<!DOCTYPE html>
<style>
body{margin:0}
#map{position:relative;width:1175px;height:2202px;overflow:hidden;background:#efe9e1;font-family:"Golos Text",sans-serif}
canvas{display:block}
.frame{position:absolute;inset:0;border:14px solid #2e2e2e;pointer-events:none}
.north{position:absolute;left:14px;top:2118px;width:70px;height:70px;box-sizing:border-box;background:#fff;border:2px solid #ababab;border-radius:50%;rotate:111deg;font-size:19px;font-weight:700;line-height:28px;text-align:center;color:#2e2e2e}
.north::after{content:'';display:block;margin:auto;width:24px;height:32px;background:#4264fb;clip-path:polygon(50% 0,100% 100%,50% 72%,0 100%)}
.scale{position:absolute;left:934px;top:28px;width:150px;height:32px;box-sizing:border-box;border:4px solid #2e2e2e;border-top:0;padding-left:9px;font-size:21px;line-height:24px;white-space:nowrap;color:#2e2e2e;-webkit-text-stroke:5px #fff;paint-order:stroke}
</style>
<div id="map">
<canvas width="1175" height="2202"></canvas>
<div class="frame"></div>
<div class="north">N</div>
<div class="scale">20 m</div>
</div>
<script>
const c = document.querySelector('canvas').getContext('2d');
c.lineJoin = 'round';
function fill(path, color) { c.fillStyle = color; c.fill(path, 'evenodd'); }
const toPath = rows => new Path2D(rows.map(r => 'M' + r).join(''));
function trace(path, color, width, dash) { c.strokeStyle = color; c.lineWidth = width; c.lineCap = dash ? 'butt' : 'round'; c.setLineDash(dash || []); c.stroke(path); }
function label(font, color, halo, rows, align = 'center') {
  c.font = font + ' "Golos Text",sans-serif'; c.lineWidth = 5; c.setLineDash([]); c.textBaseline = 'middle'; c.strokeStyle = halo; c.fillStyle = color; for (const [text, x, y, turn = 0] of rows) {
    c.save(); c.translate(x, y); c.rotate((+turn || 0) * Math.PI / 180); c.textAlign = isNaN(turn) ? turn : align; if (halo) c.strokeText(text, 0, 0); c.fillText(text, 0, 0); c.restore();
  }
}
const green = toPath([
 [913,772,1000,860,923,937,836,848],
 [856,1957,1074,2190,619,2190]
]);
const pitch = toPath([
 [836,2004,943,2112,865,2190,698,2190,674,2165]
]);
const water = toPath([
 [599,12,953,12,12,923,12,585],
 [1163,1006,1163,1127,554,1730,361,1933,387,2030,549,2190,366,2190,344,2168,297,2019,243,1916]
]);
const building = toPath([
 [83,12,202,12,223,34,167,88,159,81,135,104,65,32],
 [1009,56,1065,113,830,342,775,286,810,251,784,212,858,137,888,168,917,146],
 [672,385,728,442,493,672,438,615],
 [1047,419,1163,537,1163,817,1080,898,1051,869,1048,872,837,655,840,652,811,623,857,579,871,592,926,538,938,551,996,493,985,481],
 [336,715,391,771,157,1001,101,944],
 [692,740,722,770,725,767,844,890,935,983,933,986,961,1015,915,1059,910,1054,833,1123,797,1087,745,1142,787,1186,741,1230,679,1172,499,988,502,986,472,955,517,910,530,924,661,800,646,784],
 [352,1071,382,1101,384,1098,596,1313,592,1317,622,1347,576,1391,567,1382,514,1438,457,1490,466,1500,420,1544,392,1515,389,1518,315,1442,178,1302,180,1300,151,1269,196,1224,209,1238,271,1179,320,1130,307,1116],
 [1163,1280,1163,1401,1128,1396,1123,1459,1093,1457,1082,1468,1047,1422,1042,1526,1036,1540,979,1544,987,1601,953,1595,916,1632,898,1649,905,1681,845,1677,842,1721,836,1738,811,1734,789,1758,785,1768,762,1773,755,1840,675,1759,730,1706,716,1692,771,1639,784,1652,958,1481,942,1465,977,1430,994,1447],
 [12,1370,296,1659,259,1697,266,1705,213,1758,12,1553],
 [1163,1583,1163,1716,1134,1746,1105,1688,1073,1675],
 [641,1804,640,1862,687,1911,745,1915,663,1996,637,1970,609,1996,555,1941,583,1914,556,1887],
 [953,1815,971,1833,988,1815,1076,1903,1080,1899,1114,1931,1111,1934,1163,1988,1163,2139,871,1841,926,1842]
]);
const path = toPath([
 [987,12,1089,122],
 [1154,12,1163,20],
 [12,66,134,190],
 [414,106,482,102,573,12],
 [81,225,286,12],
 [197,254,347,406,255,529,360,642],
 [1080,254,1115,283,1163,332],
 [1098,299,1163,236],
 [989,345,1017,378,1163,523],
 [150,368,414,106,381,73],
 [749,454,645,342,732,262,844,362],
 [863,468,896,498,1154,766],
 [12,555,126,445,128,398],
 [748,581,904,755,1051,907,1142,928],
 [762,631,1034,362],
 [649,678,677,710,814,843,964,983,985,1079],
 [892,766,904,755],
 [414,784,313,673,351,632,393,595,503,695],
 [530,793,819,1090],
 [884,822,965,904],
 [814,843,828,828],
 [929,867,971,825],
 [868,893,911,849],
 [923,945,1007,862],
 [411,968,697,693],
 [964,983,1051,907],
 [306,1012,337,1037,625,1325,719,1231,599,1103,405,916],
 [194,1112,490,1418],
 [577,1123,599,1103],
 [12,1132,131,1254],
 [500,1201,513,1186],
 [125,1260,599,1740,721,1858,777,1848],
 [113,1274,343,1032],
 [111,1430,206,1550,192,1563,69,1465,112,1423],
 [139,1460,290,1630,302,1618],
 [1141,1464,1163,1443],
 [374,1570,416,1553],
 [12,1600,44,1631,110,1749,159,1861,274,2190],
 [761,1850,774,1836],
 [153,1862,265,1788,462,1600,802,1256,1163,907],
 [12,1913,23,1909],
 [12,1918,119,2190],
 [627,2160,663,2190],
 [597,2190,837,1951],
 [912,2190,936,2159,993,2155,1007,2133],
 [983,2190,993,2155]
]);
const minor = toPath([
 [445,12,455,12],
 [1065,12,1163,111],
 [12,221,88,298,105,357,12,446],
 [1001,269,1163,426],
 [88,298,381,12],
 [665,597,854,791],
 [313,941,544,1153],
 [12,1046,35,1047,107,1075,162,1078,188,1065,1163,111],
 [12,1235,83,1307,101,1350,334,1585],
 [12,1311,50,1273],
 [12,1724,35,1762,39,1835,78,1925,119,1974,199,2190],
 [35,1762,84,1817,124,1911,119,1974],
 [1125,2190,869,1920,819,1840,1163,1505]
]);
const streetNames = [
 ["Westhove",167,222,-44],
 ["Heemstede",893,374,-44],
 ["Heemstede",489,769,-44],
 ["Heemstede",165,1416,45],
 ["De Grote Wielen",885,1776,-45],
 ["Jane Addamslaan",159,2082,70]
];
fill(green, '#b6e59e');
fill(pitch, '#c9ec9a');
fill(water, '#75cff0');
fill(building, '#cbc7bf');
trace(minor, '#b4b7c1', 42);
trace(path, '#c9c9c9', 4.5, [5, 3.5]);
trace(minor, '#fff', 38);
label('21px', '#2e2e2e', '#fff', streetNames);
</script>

• _TASK GOAL_
In the entries above, identify each line that includes the string "rows", then copy it.

• _SOLUTION TO THIS PROBLEM_
const toPath = rows => new Path2D(rows.map(r => 'M' + r).join(''));
function label(font, color, halo, rows, align = 'center') {
  c.font = font + ' "Golos Text",sans-serif'; c.lineWidth = 5; c.setLineDash([]); c.textBaseline = 'middle'; c.strokeStyle = halo; c.fillStyle = color; for (const [text, x, y, turn = 0] of rows) {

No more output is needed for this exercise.